1. Field of the Invention
The present invention relates to an isolation film of a semiconductor device and a method for fabricating the same, and more particularly, to an isolation film of a semiconductor device and a method for fabricating the same, which prevent the isolation film from being damaged due to misalignment when forming a contact hole in a region adjacent to the isolation film, to ensure stable effective isolation distance.
2. Discussion of the Related Art
Generally, in an integrated circuit, it is necessary to electrically isolate each device formed in a surface of a semiconductor substrate. In a bipolar device and a metal oxide semiconductor (MOS) device, a field oxide film is thickly formed so as not to cause undesirable short and punchthrough between adjacent devices, or impurity ion is implanted into the semiconductor substrate, in which a field oxide film will be formed, so as not to form a channel and then is diffused into substrate to substantially isolate the devices from one another.
With high packing density of the semiconductor device, methods for reducing the dimensions of a field region for isolation of devices and an active region for the formation of devices have been proposed. In general, local oxidation of silicon (LOCOS) process has been widely used in a method for forming a field region for isolation of devices due to its simple process steps and excellent reproduction.
A conventional method for forming an isolation film of a semiconductor device will be described with reference to the accompanying drawings.
FIGS. 1a to 1e are sectional views illustrating a conventional method for forming an isolation film of a semiconductor device.
As shown in Fig. 1a, an oxide film 2 and a nitride film 3 are sequentially formed on a semiconductor substrate 1. Subsequently, a field region F and an active region A are defined. The nitride film 3 and the oxide film 2 are then selectively patterned by photolithography and etching processes to expose the semiconductor substrate 1 in the field region F.
As shown in Fig. 1b, the exposed semiconductor substrate 1 is oxidized by LOCOS process to form a field oxide film 4. At this time, the field oxide film 4 is not formed on the nitride film 3 because oxygen is substantially not diffused into the nitride film 3.
As shown in Fig. 1c, the nitride film 3 and the oxide film 2 over the active region A are removed. Subsequently, a gate electrode (not shown) is formed on the semiconductor substrate 1 in which the active region A is defined. An impurity region 5, which will be used as source and drain, is then formed on the semiconductor substrate 1 at both sides of the gate electrode.
As shown in Fig. 1d, an interlevel oxide film 6 is formed on the entire surface of the impurity region 5 and the field oxide film 4. Subsequently, a contact hole (for example, a node contact hole or a via hole) region is defined and then the interlevel oxide film 6 in the contact hole region is selectively removed to form a contact hole 7. At this time, the field oxide film 4 having the same etching selectivity as the interlevel oxide film 6 is partially etched due to misalignment, which is likely caused by high packing density of the semiconductor device. It is thus noted that the width of the field region F is reduced to F'.

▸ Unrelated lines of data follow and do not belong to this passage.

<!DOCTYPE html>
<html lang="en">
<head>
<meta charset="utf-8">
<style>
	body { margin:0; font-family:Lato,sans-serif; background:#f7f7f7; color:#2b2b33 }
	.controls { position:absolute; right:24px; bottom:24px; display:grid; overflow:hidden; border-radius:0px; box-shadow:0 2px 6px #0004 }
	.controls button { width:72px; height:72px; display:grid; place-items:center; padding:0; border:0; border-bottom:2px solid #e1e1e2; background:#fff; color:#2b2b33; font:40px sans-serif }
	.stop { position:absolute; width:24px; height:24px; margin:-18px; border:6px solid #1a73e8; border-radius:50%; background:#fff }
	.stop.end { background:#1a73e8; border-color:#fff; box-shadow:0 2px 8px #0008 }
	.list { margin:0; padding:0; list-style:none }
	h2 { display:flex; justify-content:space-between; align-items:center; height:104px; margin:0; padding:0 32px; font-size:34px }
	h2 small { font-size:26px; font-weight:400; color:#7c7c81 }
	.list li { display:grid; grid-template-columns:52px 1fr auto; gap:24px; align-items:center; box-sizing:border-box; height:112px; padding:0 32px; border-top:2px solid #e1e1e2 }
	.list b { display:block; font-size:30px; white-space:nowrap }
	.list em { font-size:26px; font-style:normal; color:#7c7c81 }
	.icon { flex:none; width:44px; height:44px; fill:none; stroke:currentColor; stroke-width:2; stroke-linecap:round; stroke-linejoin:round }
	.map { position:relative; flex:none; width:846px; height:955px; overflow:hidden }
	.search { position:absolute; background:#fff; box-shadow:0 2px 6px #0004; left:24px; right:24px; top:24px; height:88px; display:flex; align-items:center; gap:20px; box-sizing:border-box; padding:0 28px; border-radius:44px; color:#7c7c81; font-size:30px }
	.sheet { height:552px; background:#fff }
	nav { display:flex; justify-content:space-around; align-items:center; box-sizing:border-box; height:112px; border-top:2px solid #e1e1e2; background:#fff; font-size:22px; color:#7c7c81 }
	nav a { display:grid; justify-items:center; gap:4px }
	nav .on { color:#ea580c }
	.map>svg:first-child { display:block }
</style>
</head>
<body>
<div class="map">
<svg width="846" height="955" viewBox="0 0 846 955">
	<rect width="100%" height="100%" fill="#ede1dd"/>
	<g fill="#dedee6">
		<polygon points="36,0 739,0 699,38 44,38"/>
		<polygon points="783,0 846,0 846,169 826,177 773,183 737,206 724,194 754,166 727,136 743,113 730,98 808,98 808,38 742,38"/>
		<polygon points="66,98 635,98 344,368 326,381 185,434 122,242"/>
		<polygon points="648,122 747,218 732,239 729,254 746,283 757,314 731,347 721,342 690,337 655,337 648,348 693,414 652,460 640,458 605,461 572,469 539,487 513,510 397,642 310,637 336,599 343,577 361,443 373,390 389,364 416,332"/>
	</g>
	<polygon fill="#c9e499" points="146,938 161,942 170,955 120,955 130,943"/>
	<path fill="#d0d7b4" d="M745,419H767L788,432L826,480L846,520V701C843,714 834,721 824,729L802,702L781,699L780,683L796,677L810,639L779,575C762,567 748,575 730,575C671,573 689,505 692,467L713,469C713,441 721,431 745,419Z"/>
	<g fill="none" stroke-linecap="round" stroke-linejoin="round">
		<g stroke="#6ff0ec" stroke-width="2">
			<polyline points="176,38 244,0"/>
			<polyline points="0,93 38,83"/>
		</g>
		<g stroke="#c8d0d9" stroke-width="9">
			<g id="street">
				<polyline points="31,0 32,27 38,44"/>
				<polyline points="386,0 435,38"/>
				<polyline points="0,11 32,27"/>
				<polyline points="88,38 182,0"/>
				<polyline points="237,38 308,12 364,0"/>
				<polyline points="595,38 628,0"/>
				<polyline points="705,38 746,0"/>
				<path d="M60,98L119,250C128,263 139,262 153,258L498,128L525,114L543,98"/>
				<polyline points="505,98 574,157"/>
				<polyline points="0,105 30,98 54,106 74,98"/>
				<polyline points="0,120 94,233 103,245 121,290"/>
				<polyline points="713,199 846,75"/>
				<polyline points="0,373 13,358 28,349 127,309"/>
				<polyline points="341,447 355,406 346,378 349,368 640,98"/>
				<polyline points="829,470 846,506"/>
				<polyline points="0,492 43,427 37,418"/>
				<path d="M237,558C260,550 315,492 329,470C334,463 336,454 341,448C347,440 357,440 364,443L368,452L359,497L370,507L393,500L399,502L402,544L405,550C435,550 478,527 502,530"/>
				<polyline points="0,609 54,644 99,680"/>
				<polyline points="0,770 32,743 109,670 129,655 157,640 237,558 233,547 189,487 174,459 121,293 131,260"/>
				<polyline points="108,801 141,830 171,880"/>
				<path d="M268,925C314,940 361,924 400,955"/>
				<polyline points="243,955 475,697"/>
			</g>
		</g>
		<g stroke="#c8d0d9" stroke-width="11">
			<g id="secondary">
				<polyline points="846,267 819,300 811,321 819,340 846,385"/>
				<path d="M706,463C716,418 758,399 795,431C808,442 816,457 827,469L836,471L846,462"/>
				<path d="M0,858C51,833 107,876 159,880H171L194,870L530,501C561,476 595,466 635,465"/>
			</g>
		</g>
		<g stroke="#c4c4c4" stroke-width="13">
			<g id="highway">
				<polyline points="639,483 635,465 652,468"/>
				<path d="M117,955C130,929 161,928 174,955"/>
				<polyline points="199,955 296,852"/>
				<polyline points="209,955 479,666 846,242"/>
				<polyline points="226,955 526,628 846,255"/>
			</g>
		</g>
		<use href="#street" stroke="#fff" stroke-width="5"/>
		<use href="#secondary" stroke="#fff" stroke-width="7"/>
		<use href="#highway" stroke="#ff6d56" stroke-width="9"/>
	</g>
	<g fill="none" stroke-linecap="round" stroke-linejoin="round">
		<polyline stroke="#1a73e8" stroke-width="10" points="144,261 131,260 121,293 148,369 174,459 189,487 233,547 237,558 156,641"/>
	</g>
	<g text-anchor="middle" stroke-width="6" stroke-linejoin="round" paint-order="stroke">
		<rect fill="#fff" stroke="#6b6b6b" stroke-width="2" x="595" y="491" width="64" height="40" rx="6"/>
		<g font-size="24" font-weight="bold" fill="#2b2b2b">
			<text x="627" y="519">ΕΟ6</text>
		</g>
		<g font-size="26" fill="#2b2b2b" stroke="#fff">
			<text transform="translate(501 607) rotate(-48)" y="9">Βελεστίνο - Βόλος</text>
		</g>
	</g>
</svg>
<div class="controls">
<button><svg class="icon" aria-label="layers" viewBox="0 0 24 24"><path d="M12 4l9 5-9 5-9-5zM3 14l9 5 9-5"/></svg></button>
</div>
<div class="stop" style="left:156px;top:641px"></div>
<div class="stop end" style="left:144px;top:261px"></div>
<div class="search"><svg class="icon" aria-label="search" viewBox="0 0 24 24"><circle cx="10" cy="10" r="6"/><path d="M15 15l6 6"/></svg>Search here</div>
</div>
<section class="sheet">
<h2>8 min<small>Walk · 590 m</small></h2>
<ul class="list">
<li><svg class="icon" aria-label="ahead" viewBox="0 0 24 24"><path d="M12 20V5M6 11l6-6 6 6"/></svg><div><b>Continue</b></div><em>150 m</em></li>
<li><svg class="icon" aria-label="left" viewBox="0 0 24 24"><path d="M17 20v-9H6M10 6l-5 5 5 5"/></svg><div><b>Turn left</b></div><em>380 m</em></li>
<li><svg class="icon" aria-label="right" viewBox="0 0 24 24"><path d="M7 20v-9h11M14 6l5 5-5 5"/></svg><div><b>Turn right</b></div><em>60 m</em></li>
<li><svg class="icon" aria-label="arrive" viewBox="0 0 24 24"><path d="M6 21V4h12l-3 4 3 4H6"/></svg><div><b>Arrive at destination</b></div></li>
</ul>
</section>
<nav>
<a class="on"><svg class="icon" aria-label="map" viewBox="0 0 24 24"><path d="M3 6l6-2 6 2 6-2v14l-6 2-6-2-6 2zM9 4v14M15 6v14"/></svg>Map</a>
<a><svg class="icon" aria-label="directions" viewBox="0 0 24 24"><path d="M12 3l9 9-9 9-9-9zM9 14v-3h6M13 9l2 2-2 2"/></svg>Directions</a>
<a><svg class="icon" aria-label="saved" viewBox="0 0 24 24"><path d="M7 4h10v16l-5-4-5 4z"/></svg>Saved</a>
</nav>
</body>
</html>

As shown in Fig. 1e, a conductive layer 8 is formed on the entire surface of the interlevel oxide film 6 including the contact hole 7. The conductive layer 8 is then selectively patterned to remain over the contact hole 7 and some portion of the interlevel oxide film 6 adjacent to the contact hole 7.

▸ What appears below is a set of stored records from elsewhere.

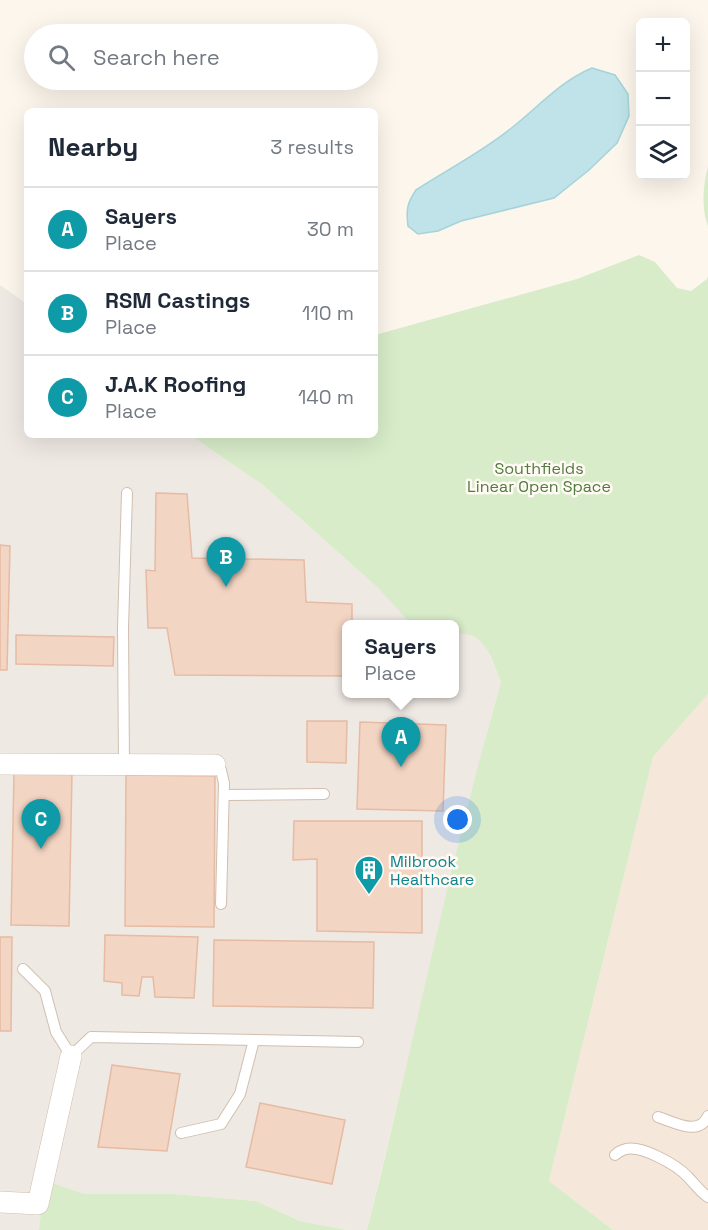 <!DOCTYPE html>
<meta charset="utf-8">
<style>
body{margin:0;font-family:"Space Grotesk",sans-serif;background:#f2f2f3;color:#1f2937}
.controls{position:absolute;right:18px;top:18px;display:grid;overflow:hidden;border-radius:9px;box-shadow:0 6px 24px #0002}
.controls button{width:54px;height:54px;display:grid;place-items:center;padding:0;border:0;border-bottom:2px solid #e0e1e3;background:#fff;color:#1f2937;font:30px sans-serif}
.you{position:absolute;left:458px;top:820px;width:21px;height:21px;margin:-15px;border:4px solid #fff;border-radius:50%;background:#1a73e8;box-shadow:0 0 0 9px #1a73e833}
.badge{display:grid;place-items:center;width:39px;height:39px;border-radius:50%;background:#e76f51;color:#fff;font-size:20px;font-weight:700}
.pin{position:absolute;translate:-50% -50px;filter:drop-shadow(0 2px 3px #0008)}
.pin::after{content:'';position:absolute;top:32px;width:21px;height:18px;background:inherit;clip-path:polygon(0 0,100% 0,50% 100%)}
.popup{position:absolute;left:342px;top:620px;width:117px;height:78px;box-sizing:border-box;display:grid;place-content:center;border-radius:9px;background:#fff;filter:drop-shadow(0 2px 4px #0005);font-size:20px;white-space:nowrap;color:#747a83}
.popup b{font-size:22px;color:#1f2937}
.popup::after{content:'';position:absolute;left:50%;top:100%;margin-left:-12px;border:12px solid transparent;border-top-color:#fff}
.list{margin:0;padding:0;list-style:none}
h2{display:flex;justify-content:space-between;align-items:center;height:78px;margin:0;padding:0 24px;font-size:26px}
h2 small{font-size:20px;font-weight:400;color:#747a83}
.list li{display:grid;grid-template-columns:39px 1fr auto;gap:18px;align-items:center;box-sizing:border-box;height:84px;padding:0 24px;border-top:2px solid #e0e1e3}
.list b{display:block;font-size:22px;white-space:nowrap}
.list p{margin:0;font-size:20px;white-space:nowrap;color:#747a83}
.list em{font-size:20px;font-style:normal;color:#747a83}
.icon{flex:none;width:33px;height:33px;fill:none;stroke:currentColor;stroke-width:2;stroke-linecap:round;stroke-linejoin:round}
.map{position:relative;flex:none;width:708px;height:1230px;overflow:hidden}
.search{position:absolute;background:#fff;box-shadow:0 6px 24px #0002;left:24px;top:24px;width:354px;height:66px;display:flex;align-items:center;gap:15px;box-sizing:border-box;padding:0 21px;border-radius:33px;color:#747a83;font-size:22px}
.panel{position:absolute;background:#fff;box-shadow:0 6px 24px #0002;left:24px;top:108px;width:354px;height:330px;border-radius:9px}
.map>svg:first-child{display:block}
.residential{fill:#f5e8da}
.industrial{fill:#efe9e4}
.green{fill:#d8ecc9}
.water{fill:#bfe3e8;stroke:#a5d3da;stroke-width:1.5}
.building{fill:#f3d5c3;stroke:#e6bba3;stroke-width:1.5}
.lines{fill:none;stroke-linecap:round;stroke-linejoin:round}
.lane-casing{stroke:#d1beb0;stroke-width:12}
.street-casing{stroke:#d1beb0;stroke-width:22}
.lane{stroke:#fff;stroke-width:10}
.street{stroke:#fff;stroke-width:21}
.labels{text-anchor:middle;stroke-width:5;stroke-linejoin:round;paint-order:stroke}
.park-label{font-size:16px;fill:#537a41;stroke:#fffaf3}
.culture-label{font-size:16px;fill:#0d838f;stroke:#fffaf3;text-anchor:start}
</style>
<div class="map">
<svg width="708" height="1230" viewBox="0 0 708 1230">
<rect width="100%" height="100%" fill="#fdf6ec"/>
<!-- residential -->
<path class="residential" d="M708,694V1230H613L549,1181L653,757Z"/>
<!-- industrial -->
<path class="industrial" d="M0,285L27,304V435H190L264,486L377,587L402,614L411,624H347V694H455V634L466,633L484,642L501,682L489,724L367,1230H347L300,1221L256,1201L174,1194H85L44,1180L39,1230H0Z"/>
<!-- green -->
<g class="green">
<path d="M708,167V226C701,209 703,184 708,167Z"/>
<path d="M639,255L655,262L677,288L691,291L707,279L708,276V694L653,757L549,1181L613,1230H367C413,1048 449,863 501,682C491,659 486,630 455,634V624H411L377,587L264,486L190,435H375V335L577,279Z"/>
<path d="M44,1180L85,1194H174L256,1201L300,1221L347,1230H39Z"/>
</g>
<!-- water -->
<path class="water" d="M592,68L615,75L628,94L629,116L617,143L589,170L554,198L461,221L438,231L418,234L408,226C406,210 407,203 416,190C448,169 484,151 514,126C540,105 561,81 592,68Z"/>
<!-- building -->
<g class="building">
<path d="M156,493L187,494L192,558L304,560L306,602L352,604V624H347V676L175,675L167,628H148L146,570L155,571Z"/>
<path d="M0,545L10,546L7,670H0Z"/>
<path d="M16,635L114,637L113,666L16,664Z"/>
<path d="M307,721H347L346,763L307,762Z"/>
<path d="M360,722L446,725L443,811L357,809Z"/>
<path d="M14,772L72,773L69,926L11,925Z"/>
<path d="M126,775L215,776L214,927L125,926Z"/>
<path d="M294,821H422V933L317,931V859L293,860Z"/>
<path d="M105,935L198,937L194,998L155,997L153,977H142L139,996L122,995V983L104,981Z"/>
<path d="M0,937H12L11,1031H0Z"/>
<path d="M214,940L374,942L373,1008L213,1006Z"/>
<path d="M112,1065L180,1074L167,1151L98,1147Z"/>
<path d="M260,1103L345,1120L332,1184L246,1167Z"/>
</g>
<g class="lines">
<!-- lane casing -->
<g class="lane-casing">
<g id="lane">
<path d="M124,764L123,628L127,493"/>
<path d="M215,765L221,770L224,783L221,904"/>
<path d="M224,795L324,794"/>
<path d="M23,969L45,991L56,1032L71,1056L91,1037L358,1042"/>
<path d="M658,1117C674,1122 699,1137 708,1116"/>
<path d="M181,1133L221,1124L240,1094L254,1040"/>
<path d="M615,1155C617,1153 620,1151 623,1150C639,1143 677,1165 688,1177C695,1184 699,1191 708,1197"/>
</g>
</g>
<!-- street casing -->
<g class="street-casing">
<g id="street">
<path d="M0,764L215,765"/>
<path d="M0,1202L38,1204L71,1056"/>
</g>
</g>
<!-- lane -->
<use href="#lane" class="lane"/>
<!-- street -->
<use href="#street" class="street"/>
</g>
<!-- icons -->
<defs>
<g id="building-pin" transform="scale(1.5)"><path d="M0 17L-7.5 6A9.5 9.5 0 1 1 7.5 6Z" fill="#0f9aa8" stroke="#fffaf3"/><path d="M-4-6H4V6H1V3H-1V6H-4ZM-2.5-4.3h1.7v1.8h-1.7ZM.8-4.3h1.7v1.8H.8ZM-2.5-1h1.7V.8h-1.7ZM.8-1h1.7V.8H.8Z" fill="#fff"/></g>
</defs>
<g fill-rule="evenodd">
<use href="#building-pin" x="369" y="870"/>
</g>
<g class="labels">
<!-- park labels -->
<g class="park-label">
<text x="539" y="474">Southfields<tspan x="539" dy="18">Linear Open Space</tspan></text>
</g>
<!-- culture labels -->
<g class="culture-label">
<text x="390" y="867">Milbrook<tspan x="390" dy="18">Healthcare</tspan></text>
</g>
</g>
</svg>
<div class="controls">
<button>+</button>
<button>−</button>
<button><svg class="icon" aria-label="layers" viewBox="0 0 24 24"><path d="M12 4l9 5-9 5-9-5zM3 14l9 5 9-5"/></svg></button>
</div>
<div class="you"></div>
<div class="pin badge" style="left:401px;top:767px;background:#0f9aa8">A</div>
<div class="popup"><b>Sayers</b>Place</div>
<div class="pin badge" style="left:226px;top:587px;background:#0f9aa8">B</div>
<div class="pin badge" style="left:41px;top:849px;background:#0f9aa8">C</div>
<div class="search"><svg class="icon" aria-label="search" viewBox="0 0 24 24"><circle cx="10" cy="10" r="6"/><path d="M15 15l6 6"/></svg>Search here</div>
<section class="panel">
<h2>Nearby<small>3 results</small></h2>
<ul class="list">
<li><span class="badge" style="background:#0f9aa8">A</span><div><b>Sayers</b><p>Place</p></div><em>30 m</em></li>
<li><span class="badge" style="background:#0f9aa8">B</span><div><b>RSM Castings</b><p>Place</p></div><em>110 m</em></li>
<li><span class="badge" style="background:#0f9aa8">C</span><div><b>J.A.K Roofing</b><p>Place</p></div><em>140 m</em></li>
</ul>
</section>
</div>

The conventional method for forming an isolation film of a semiconductor device has several problems.
Since the width of the field region defined before forming the semiconductor device is reduced to F' due to misalignment caused by high packing density of the semiconductor device, final effective isolation distance is shortened, thereby deteriorating reliability of the field region. To solve such a problem, it is necessary to widen the width of the effective isolation distance. However, this is contrary to achieving high packing density of the semiconductor device.